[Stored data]
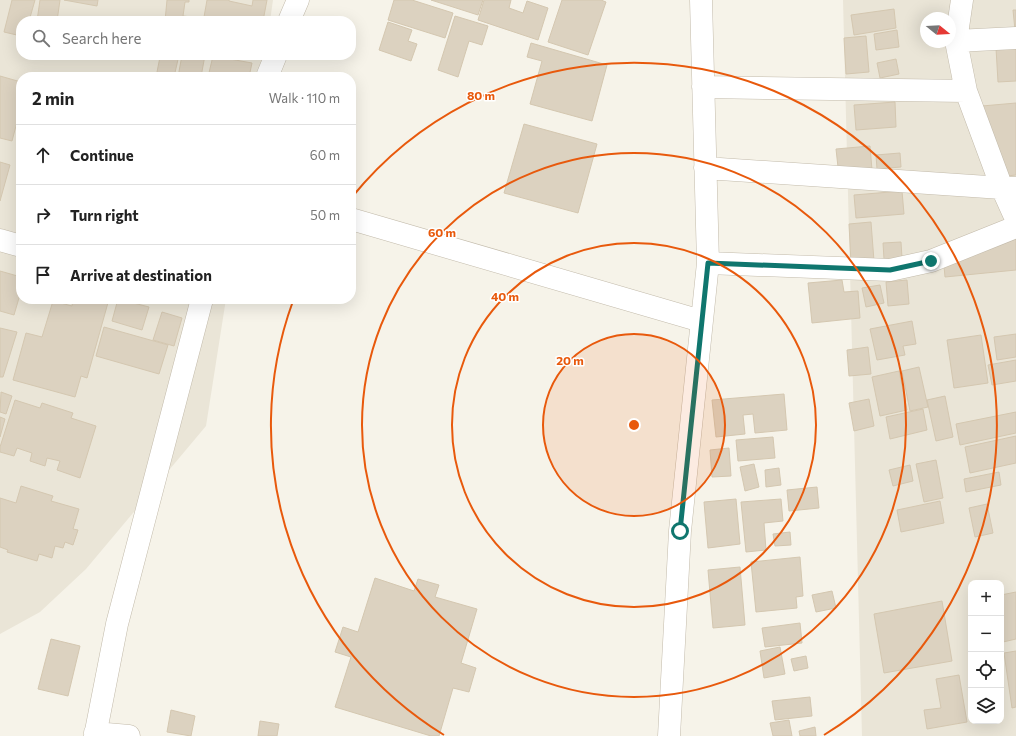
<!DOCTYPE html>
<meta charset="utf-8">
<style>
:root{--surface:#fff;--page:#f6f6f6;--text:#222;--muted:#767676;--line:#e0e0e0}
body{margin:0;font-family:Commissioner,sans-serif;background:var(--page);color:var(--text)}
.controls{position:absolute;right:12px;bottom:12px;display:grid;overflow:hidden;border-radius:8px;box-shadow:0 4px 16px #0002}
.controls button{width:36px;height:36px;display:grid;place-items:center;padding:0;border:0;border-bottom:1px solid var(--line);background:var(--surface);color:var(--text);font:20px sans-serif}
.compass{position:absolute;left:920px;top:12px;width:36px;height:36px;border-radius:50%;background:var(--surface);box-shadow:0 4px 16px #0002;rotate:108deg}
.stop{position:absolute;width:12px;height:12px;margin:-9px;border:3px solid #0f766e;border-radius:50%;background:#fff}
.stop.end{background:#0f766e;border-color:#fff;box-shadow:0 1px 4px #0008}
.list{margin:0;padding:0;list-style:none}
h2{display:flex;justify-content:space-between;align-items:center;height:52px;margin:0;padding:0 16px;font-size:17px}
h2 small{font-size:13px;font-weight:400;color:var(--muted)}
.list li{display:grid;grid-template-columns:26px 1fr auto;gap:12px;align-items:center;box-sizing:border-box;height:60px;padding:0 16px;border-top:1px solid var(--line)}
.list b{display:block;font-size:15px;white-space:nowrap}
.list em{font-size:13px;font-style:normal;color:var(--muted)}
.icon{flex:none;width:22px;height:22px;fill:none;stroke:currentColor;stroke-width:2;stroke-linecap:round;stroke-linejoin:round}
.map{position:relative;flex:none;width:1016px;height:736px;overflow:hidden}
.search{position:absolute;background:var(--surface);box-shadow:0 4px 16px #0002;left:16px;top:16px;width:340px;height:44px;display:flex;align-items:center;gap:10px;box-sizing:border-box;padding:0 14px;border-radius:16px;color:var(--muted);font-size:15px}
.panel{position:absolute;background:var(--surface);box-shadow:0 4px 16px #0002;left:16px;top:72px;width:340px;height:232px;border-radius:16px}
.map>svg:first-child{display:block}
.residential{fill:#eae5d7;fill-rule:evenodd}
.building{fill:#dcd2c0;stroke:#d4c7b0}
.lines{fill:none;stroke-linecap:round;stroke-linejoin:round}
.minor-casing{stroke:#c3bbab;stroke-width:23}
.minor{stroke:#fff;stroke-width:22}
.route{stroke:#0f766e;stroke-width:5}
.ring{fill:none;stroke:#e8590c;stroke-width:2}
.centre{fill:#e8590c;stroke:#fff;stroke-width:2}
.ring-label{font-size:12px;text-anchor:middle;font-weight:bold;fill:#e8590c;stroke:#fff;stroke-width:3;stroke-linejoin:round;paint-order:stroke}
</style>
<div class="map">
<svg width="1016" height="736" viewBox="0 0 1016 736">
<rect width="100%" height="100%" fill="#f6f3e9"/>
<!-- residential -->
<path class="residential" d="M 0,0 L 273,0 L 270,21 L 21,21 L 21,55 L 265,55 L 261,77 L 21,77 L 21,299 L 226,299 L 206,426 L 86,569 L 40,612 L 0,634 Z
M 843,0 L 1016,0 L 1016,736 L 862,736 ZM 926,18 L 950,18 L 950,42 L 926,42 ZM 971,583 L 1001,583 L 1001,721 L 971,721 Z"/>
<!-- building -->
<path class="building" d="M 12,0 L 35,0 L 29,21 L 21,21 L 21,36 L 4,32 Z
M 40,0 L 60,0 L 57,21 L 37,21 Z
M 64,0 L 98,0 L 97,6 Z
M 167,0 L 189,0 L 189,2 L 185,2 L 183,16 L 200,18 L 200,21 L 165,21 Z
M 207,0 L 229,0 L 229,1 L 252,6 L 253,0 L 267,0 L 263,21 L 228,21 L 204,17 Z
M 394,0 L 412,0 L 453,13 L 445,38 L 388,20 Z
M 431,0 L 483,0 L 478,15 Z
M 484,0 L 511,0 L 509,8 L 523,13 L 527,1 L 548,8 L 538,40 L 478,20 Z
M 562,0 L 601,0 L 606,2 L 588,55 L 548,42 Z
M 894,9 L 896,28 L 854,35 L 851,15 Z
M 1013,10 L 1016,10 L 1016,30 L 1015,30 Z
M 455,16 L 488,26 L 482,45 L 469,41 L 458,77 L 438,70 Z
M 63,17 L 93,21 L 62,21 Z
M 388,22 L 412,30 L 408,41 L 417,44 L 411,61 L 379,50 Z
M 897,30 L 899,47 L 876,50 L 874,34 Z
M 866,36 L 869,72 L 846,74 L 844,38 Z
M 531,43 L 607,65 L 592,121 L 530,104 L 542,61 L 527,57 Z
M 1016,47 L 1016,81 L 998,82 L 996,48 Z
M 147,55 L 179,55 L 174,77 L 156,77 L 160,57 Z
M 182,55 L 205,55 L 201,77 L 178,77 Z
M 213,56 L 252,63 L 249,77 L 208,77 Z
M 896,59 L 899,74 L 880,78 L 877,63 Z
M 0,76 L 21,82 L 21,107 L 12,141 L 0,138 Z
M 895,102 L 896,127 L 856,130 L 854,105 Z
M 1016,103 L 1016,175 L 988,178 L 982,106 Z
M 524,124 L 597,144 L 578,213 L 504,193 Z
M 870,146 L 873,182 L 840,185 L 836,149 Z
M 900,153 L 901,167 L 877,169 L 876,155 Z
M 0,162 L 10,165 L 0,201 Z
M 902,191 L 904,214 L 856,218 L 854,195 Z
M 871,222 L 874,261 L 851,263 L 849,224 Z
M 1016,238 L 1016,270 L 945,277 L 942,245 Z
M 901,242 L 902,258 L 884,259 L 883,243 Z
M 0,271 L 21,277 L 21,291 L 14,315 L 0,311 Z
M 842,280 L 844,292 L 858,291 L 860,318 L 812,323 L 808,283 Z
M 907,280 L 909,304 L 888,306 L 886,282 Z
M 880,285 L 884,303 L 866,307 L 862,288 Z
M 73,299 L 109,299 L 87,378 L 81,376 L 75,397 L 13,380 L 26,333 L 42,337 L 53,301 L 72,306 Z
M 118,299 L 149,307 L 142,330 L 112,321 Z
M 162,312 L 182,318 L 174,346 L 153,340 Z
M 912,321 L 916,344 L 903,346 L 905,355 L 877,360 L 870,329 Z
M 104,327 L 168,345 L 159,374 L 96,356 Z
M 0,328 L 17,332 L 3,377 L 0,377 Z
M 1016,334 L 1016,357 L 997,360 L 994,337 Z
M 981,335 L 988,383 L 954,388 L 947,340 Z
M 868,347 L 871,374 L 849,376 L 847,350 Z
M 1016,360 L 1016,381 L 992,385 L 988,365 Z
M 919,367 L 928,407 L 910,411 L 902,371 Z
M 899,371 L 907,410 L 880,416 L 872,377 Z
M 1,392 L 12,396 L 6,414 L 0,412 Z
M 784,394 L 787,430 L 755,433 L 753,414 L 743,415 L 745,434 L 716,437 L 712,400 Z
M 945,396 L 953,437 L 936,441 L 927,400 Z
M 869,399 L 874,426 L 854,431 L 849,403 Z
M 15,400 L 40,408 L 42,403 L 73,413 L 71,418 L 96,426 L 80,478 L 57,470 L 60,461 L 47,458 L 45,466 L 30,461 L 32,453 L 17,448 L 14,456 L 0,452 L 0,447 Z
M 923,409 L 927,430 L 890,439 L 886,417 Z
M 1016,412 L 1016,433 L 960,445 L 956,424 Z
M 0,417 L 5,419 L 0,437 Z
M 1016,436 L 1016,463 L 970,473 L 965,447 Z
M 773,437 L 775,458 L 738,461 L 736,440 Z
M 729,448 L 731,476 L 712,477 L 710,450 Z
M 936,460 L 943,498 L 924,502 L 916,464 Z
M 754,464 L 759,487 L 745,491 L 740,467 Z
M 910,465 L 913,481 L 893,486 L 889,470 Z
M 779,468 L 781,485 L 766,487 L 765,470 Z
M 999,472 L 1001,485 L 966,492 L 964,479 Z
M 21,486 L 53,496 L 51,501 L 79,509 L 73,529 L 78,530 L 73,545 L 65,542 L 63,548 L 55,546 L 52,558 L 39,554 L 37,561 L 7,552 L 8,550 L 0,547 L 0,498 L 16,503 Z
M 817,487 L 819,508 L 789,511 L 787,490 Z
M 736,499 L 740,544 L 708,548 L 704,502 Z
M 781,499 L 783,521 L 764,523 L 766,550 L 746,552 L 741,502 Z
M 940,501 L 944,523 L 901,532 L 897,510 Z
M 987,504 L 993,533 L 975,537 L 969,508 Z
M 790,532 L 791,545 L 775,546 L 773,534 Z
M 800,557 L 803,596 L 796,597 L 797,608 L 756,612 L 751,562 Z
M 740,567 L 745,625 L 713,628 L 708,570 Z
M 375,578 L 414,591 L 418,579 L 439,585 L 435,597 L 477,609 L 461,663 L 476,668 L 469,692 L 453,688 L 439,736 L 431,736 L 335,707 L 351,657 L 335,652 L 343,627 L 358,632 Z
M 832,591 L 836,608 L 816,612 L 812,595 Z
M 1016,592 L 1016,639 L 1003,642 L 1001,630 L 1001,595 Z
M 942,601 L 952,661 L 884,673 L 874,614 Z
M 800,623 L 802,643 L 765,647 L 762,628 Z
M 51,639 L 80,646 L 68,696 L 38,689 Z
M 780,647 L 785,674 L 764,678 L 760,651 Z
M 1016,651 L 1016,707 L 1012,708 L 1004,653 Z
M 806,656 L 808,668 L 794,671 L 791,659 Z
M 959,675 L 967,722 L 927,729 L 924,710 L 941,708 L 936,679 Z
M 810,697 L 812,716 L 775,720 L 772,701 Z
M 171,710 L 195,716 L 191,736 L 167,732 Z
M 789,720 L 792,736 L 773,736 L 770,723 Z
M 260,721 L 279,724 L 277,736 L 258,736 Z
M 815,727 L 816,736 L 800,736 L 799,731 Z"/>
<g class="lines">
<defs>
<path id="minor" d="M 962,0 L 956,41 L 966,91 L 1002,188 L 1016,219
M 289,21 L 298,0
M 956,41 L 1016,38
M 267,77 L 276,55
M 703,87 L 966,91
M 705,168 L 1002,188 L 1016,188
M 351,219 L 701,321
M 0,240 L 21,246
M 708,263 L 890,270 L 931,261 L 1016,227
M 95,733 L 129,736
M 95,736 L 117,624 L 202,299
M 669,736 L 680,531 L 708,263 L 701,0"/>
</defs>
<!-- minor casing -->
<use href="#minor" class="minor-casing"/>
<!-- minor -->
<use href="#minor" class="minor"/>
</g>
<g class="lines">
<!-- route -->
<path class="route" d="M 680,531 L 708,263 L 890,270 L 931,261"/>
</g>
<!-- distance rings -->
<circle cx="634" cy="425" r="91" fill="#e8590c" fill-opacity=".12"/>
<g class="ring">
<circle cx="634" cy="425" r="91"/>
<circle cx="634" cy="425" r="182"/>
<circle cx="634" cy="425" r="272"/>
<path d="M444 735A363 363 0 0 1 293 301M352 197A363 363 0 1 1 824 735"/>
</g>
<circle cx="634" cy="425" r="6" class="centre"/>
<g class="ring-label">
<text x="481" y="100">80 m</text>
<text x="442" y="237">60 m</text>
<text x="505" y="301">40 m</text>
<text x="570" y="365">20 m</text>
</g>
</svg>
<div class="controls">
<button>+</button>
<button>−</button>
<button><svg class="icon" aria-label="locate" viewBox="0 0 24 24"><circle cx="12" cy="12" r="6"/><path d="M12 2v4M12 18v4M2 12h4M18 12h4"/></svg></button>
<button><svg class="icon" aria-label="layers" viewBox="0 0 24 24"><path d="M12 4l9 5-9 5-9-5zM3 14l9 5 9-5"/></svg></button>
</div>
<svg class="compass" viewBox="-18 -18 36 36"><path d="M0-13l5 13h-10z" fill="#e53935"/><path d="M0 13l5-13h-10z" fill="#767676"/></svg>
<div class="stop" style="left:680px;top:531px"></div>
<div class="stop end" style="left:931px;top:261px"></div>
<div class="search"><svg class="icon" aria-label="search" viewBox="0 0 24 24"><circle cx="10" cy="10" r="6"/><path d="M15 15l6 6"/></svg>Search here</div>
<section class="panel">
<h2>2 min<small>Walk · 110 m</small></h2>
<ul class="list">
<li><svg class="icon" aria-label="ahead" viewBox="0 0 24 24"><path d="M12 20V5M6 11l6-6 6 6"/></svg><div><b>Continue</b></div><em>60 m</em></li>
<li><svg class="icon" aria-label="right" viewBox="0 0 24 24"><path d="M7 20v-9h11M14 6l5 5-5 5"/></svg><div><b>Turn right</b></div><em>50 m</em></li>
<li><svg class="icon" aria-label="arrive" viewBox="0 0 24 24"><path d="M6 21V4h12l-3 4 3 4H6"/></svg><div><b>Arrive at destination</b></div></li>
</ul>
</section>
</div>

Exercise brief => Only lines with the word "compass" are needed. Copy them from the preceding records.

Written answer =>
.compass{position:absolute;left:920px;top:12px;width:36px;height:36px;border-radius:50%;background:var(--surface);box-shadow:0 4px 16px #0002;rotate:108deg}
<svg class="compass" viewBox="-18 -18 36 36"><path d="M0-13l5 13h-10z" fill="#e53935"/><path d="M0 13l5-13h-10z" fill="#767676"/></svg>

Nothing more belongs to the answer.